Specializes in ICU,corrections, LTC.

We can chart at bedside, computer in every ICU room. Of course that's if you can get it to pull up your paragon system. ( Took 20 minutes to get computer to reboot and paragon to come up the other morning for a admit that came in at 0600 right before shift change. UGG)Then you might get to chart, even though you are still being asked questions and involved in conversations from family, visitors and patients, but make sure you document everything correctly, concisely, and in triplicate.:***:

Those changes might be specific to your hospital. At my facility, I routinely have orders for things like 5-15mg oxycodone q4-6 hours prn. Additionally, RNs place the majority of PICC lines. They do have to be certified to do so, but it doesn't matter what sort of degree they have.

Specializes in Infection Control, Med/Surg, LTC.
Those changes might be specific to your hospital. At my facility, I routinely have orders for things like 5-15mg oxycodone q4-6 hours prn. Additionally, RNs place the majority of PICC lines. They do have to be certified to do so, but it doesn't matter what sort of degree they have.

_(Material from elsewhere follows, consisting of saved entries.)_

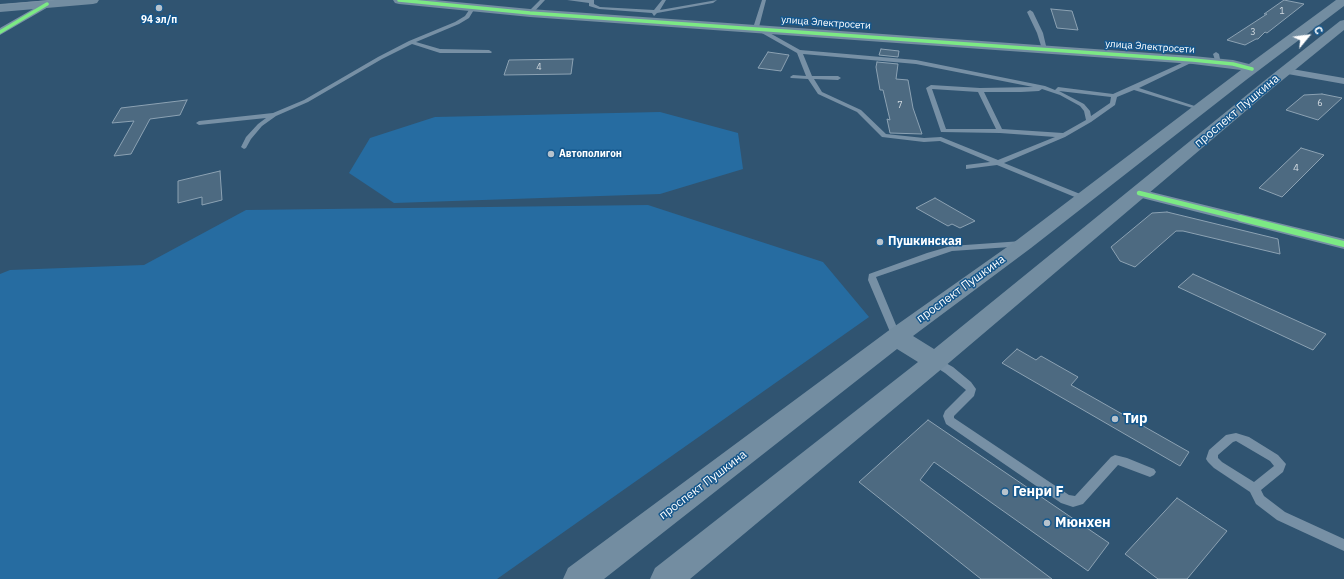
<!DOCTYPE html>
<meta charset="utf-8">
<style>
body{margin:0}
#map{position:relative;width:1344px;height:579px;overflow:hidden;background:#305471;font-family:"IBM Plex Sans",sans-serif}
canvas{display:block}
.north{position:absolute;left:1288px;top:16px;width:40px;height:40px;-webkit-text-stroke:3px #15578c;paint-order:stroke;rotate:61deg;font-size:11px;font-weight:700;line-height:16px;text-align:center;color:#fff}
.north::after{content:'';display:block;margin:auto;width:14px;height:18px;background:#fff;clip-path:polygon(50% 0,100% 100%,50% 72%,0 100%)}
</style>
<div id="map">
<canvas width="1344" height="579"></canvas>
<div class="north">С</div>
</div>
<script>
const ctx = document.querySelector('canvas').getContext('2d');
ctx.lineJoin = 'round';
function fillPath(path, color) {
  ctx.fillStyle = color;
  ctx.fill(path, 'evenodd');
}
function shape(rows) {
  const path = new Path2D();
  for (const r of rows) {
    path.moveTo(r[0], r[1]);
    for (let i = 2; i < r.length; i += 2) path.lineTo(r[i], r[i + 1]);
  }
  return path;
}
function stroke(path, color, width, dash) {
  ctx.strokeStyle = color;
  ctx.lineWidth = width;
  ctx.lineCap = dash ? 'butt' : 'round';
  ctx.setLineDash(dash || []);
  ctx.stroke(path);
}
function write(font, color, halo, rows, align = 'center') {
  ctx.font = font + ' "IBM Plex Sans",sans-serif';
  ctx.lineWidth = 3;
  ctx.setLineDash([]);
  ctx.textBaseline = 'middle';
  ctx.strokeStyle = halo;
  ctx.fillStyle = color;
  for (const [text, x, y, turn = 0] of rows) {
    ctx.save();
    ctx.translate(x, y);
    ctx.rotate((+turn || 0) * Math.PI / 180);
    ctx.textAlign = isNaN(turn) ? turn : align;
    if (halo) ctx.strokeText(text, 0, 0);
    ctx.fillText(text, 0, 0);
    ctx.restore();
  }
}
const green = shape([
 [660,112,738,133,743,169,660,194,394,203,349,173,370,138,435,117],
 [648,205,823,262,869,317,497,579,0,579,0,274,10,270,144,265,246,210]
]);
const building = shape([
 [1284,0,1304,4,1267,33,1265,32,1258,39,1256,39,1245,45,1227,40,1267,14,1264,14,1284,0],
 [1051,9,1072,11,1078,30,1057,28,1051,9],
 [881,49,899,51,898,57,879,55,881,49],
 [768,52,789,55,781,71,758,68,768,52],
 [573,59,571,74,504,75,509,60,573,59],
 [877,62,898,64,896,79,908,80,913,108,922,134,890,133,887,119,890,120,883,90,880,90,876,67,877,62],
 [1322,94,1342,98,1318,120,1286,110,1304,95,1322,94],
 [187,100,180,115,150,119,131,154,114,156,134,121,112,123,121,108,187,100],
 [1301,148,1324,155,1282,197,1259,188,1301,148],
 [220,171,222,200,202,205,202,197,178,203,178,181,220,171],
 [935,198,975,221,960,228,952,224,948,226,916,208,935,198],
 [1167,212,1278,239,1280,254,1183,231,1176,231,1135,267,1120,261,1111,247,1152,213,1167,212],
 [1193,274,1326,334,1313,350,1178,287,1193,274],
 [1017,349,1036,360,1041,356,1078,377,1071,385,1189,452,1180,466,1002,363,1017,349],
 [928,420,1109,543,1088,571,934,462,920,480,1052,579,981,579,859,482,928,420],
 [1177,498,1227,531,1187,579,1158,579,1125,554,1177,498]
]);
const lane = shape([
 [540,0,545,0,532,14,528,14,528,12,540,0],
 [567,0,594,0,594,4,600,7,654,10,662,0,666,0,660,10,717,0,713,3,657,13,654,16,652,13,599,9,589,6,589,3,567,0],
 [762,0,766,0,759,27,800,50,916,60,1045,86,1055,90,1058,87,1113,94,1193,58,1196,60,1195,61,1139,88,1204,109,1199,110,1134,90,1117,97,1115,105,1091,122,1065,137,1004,163,1085,196,1086,198,1085,200,1082,200,997,165,966,169,966,165,990,162,940,141,924,142,882,137,857,112,818,94,808,79,791,78,790,77,793,75,806,76,797,53,753,28,762,0],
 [803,54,916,64,1033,87,980,88,931,85,926,88,941,132,1000,133,1055,137,998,160,941,137,924,138,886,134,861,110,822,92,814,79,838,80,841,78,838,76,812,76,803,54],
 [932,89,978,92,996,129,946,129,932,89],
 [1042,89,1060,95,1080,106,1084,111,1086,120,1063,133,1002,129,984,92,1021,92,1039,91,1042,89],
 [1059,91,1111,97,1110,103,1091,116,1090,111,1084,104,1059,91],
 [471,7,475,8,469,18,459,24,416,42,440,49,489,50,492,52,491,53,440,53,412,44,382,59,308,102,276,116,262,126,251,139,246,148,244,149,241,147,246,137,258,124,266,118,199,125,196,123,199,121,273,113,304,100,378,57,409,41,455,22,465,16,471,7],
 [1030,10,1033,12,1043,33,1047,50,1042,49,1037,33,1027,12,1030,10],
 [1216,52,1219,54,1221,64,1216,63,1213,54,1216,52],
 [1022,241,1025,242,1026,244,1025,246,952,251,876,277,901,337,899,339,893,339,868,280,869,274,927,253,951,246,1022,241],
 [935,357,953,367,971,382,976,389,974,396,954,416,954,418,1069,495,1075,496,1111,457,1115,455,1127,458,1154,469,1156,472,1154,475,1150,477,1118,465,1083,504,1073,507,1061,503,946,424,943,416,945,411,966,390,945,373,931,364,930,361,931,358,935,357],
 [1236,433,1249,437,1278,455,1286,464,1283,472,1261,490,1264,496,1285,512,1344,539,1344,551,1277,520,1256,504,1250,492,1214,468,1208,462,1206,459,1209,450,1226,435,1236,433],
 [1236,441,1270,461,1274,466,1254,482,1222,462,1218,458,1218,455,1233,442,1236,441]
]);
const street = shape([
 [47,1,50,2,52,4,50,6,0,35,0,28,47,1],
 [1286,68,1344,78,1344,84,1282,73,1280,71,1282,69,1286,68],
 [1139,189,1344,239,1344,249,1134,196,1132,193,1134,190,1139,189]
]);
const secondary = shape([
 [51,0,99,0,97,3,93,4,0,12,0,4,51,0],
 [393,0,435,0,530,9,1193,56,1233,60,1249,64,1336,0,1344,0,1344,6,1246,80,1031,248,913,336,934,349,1264,81,1340,21,1344,20,1344,30,1274,87,944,367,690,579,650,579,655,568,918,362,897,349,604,579,563,579,568,568,888,331,1017,240,1241,70,1193,64,530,17,399,4,395,3,393,0]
]);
const tram = shape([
 [0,5,54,0]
]);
const cyclewayFar2 = shape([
 [399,0,530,13,1193,60,1233,64,1252,69],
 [0,32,47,4]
]);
const cyclewayFar1 = shape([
 [1139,193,1244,219]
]);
const cycleway = shape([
 [1240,218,1344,244]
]);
const markers = [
 [159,8,4,"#b7c3cd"],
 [551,154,4,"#b7c3cd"],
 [880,242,4,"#b7c3cd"],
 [1115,419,4,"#b7c3cd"],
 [1005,492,4,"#b7c3cd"],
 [1047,523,4,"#b7c3cd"]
];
const farNumbernames = [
 ["1",1282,11],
 ["3",1253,32],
 ["4",539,67],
 ["6",1320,103],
 ["7",900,105]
];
const farPoinames = [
 ["94 эл/п",159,20],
 ["Автополигон",559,154,"left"]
];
const farStreetnames = [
 ["улица Электросети",826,23,4],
 ["улица Электросети",1150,47,4]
];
const numberNames = [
 ["4",1296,168]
];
const streetNames = [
 ["проспект Пушкина",1237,111,-40],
 ["проспект Пушкина",961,289,-36],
 ["проспект Пушкина",703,485,-37]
];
const poiNames = [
 ["Пушкинская",888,242]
];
const nearPoinames = [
 ["Тир",1123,419],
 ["Генри F",1013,492],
 ["Мюнхен",1055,523]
];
fillPath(green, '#266ca1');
fillPath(building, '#4d6a81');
stroke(building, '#8ca2b3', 1);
fillPath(lane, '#7790a5');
fillPath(street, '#7790a5');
fillPath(secondary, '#738da1');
stroke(tram, '#7991a4', 1);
stroke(cyclewayFar2, '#7ce984', 3.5);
stroke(cyclewayFar1, '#7ce984', 4.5);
stroke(cycleway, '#7ce984', 6);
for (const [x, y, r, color] of markers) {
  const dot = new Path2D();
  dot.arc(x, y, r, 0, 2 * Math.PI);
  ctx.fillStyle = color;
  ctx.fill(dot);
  stroke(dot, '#15578c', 1.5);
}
write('9px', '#d2dae0', null, farNumbernames);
write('bold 10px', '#fff', '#15578c', farPoinames);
write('10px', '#fff', '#15578c', farStreetnames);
write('10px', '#d2dae0', null, numberNames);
write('12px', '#fff', '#15578c', streetNames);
write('bold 12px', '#fff', '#15578c', poiNames, 'left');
write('bold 14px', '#fff', '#15578c', nearPoinames, 'left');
</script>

Well, the change to most of the drug orders occurred due to JCAHO. It was claimed that with an order written like that we were 'prescribing'. And the PICC lines placed by nursing stopped because hospitals can't charge a fee for procedures done by a nurse, could only charge for the supplies. Not nearly enough money for the greedy SOBs -why, have a doc do it and you can haul the patient to the OR and charge for the time there, and the doc can bill a couple $100 for his 5 minutes of time. And then the bloody hospital can charge a couple $100 as a procedure fee! So, eventually that PICC, whose supplies cost $59 are now costing somewhere in the neighborhood of $800 - $1000. Pretty sleazy. And the US wonders why the cost of healthcare is so high! And it just keeps getting more outrageous.

I didn't know about the prescribing thing, I've never heard of that. I just we haven't gotten caught yet...

Also, at my hospital the patients are charged the same for PICC placement (at least that's what I've been told). The doctor puts in an order for a PICC and they get charged for the procedure. Just like how patients can get charged for an EKG done by a nurse/tech, as long as the doctor puts in an order for it.

Specializes in Emergency.

PICC team at my facility is all RNs.